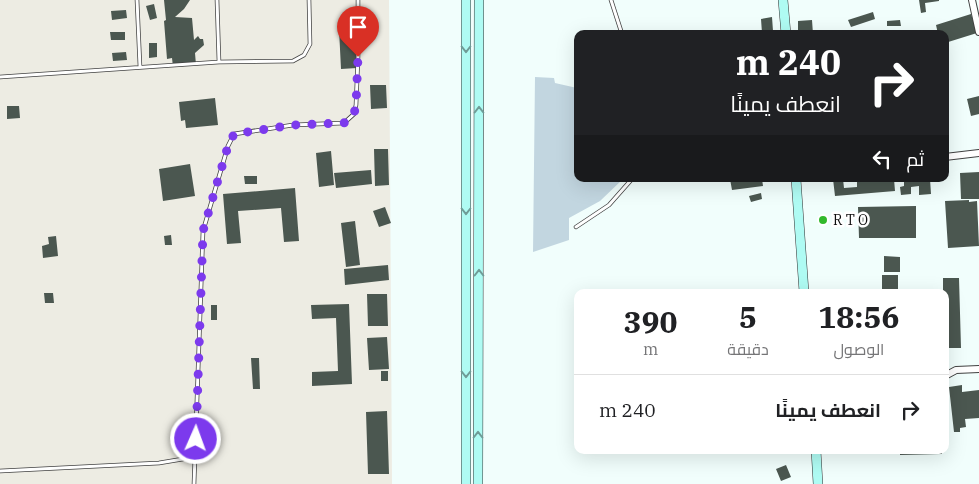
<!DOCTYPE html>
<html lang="ar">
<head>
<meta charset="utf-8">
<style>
	:root { --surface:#fff; --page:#f6f6f6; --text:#202124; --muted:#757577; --line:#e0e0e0 }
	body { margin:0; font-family:"IBM Plex Serif",Cairo,serif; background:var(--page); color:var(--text); direction:rtl; height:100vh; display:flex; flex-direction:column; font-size:19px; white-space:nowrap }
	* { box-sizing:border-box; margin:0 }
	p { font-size:16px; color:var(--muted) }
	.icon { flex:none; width:28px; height:28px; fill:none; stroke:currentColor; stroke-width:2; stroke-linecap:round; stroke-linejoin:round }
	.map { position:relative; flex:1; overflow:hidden; direction:ltr }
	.sheet { position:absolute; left:574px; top:289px; width:375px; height:165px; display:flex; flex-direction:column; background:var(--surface); border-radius:10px; box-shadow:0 5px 20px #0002; direction:rtl }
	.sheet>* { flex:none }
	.guide { position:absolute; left:574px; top:30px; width:375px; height:152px; border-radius:10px; box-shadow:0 5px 20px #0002; direction:rtl; background:#202124; color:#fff; overflow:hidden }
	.pin { position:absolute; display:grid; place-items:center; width:42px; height:42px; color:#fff; margin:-51px -21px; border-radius:50% 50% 50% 0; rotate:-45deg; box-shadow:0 0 5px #0007 }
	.pin .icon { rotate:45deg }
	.me { position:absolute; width:55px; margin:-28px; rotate:2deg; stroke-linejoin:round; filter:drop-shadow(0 0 4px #0008) }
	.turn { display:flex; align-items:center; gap:18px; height:105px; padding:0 25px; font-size:22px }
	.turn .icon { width:65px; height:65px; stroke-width:2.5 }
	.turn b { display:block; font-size:35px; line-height:42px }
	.then { display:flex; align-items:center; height:48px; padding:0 25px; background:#0003; gap:10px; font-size:19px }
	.eta { display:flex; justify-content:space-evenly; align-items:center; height:85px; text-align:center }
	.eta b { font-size:30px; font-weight:700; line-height:35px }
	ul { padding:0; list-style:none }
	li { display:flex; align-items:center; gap:15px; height:70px; padding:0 25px; border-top:1px solid var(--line) }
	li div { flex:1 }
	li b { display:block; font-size:19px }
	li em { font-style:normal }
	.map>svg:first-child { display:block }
	.industrial { fill:#edece3 }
	.cemetery { fill:#c2d6e0 }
	.building { fill:#4b5750 }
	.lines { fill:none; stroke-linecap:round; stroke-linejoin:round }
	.lane-casing { stroke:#414141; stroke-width:4.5 }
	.street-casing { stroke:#414141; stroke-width:8 }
	.secondary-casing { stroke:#303030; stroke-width:10 }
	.lane { stroke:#fff; stroke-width:3 }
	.street { stroke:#fff; stroke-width:6 }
	.secondary { stroke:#affbf3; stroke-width:9 }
	.oneway { stroke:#6f9c97 }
	.route { stroke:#7c3aed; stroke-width:9; stroke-dasharray:0 16.2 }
	.poi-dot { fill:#31b92c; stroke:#fff; stroke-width:2 }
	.labels { text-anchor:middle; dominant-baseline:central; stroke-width:5; stroke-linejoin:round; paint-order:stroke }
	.poi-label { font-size:14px; fill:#0e0e0e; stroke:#fff; text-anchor:start }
</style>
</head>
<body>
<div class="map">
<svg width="979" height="484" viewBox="0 0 979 484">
	<rect width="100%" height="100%" fill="#f1fefc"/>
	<path class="industrial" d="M0 0H389L392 484H0Z"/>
	<path class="cemetery" d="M535 77 554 78 555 83 577 88 578 179H623L600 201 569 218V240L533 252Z"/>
	<path class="building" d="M164 0H190L184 9 175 17 192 18 194 40 198 36 200 39H203L204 45 195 53 196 65 173 67 172 58 167 59 164 21 166 20Z
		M919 0H939V1L925 3 926 12 921 13Z
		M154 4 157 18 150 20 146 6Z
		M126 10 127 18 112 20 111 11Z
		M873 12 875 19 851 27 848 20Z
		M971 14 977 33 945 43V34H938L936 25Z
		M772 17 773 31 762 33 761 19Z
		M812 20 813 34H798V21Z
		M900 20 901 26H887V21Z
		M356 28 357 68 341 69 339 29Z
		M110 32H125V40H111Z
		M149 43H157V57L149 58Z
		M126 52 127 60 113 61 112 53Z
		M370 85H386L387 108 371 109Z
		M979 96V114L971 116 967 99Z
		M215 98 218 125 186 128 185 120 181 121 179 102Z
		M7 106H19L20 118 7 119Z
		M374 149H388L389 185 375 186Z
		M331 151 334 185 319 187 316 153Z
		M190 164 195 196 163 201 159 169Z
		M371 170 372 184 336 188 334 173Z
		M979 172V199H961L960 173Z
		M244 176H257V184H245Z
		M730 179H762L763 186 732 190Z
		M833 179H843L844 188 857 187V181L894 179 895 191 835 196Z
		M909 179H930L931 194 919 195V186L911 187V194L901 195 900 187 904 186V180Z
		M295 188 299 241 284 242 281 208 238 211 241 243 227 244 223 194Z
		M761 193 762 199 751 202 749 196Z
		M969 200V202L977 201 979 246 948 248 945 201Z
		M916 206V238H859L858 207Z
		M385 207 391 223 379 227 373 211Z
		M355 221 360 265 346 267 341 223Z
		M171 235 172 245H165L164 236Z
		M56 236 58 256 43 258 42 246 49 244 48 237Z
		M884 256 900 257V272H884Z
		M388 265 389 280 345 285 344 269Z
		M882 275H898V292H882Z
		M943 278H959L961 348H945V292H943Z
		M44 293H53L54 303H45Z
		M367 294H387L388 326H368Z
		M349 304 352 384 312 386V372L338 371 336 318 312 319 311 305Z
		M211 305H217V320H211Z
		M387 337 389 369 369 370 367 338Z
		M251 358H259L260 389H253Z
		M381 371H388V381H381Z
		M962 385V392L979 390V418L965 419 966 427 960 428V432H954L949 387Z
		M387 411 389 474H368L366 412Z
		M900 450H942V454L900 455Z
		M786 465 791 477 781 481 776 469Z"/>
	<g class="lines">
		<g class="lane-casing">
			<path id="lane" d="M137 0 140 67
				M217 0 219 62
				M611 0 622 34
				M0 77 219 62 293 61 304 55 310 44 309 0
				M576 227 609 205 632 179
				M0 471 159 463 195 457
				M194 484 203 231 228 146 234 134 293 125 344 123 354 114 356 105 358 57V0"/>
		</g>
		<g class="street-casing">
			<path id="street" d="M972 0 979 32
				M945 157 979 153
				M945 376 956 370 979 369"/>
		</g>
		<g class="secondary-casing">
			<path id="secondary" d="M466 0V484
				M783 0 786 34
				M796 179 804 292
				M816 450 818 484
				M478 484 479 0"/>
		</g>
		<use href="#lane" class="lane"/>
		<use href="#street" class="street"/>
		<use href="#secondary" class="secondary"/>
	</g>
	<defs><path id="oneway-chevron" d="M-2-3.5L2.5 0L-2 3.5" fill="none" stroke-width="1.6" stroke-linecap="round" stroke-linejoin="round" transform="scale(1.25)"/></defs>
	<g class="oneway">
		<use href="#oneway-chevron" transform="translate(466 49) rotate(90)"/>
		<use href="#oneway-chevron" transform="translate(479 110) rotate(-90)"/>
		<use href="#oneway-chevron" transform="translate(466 211) rotate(90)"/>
		<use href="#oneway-chevron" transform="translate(479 273) rotate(-90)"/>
		<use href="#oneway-chevron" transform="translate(466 374) rotate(90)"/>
		<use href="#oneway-chevron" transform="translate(478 435) rotate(-90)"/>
	</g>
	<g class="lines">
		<path class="route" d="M196 439 203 231 228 146 234 134 293 125 344 123 354 114 356 105 358 57"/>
	</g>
	<circle class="poi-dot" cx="823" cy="220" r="5"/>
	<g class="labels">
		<g class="poi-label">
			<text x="833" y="220">R T O</text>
		</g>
	</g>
</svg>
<div class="pin" style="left:358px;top:57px;background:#d93025"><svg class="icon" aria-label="arrive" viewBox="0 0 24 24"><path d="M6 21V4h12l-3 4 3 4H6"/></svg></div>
<svg class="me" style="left:196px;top:439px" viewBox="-20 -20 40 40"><circle r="17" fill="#7c3aed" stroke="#fff" stroke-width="3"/><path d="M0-11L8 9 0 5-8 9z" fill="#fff"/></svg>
<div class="guide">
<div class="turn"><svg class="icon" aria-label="right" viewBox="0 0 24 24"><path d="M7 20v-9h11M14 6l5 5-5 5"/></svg><div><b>240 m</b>انعطف يمينًا</div></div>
<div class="then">ثم<svg class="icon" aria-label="left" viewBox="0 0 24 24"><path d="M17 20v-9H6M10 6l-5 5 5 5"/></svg></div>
</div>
<section class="sheet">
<div class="eta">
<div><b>18:56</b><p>الوصول</p></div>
<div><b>5</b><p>دقيقة</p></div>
<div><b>390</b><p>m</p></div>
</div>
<ul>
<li><svg class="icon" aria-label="right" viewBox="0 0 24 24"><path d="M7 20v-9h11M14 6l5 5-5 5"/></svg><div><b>انعطف يمينًا</b></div><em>240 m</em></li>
</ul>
</section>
</div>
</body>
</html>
§ §
_Work order_.
What is wanted is a copy of every line in the listing that includes the word "overflow".

_Result_.
	.map { position:relative; flex:1; overflow:hidden; direction:ltr }
	.guide { position:absolute; left:574px; top:30px; width:375px; height:152px; border-radius:10px; box-shadow:0 5px 20px #0002; direction:rtl; background:#202124; color:#fff; overflow:hidden }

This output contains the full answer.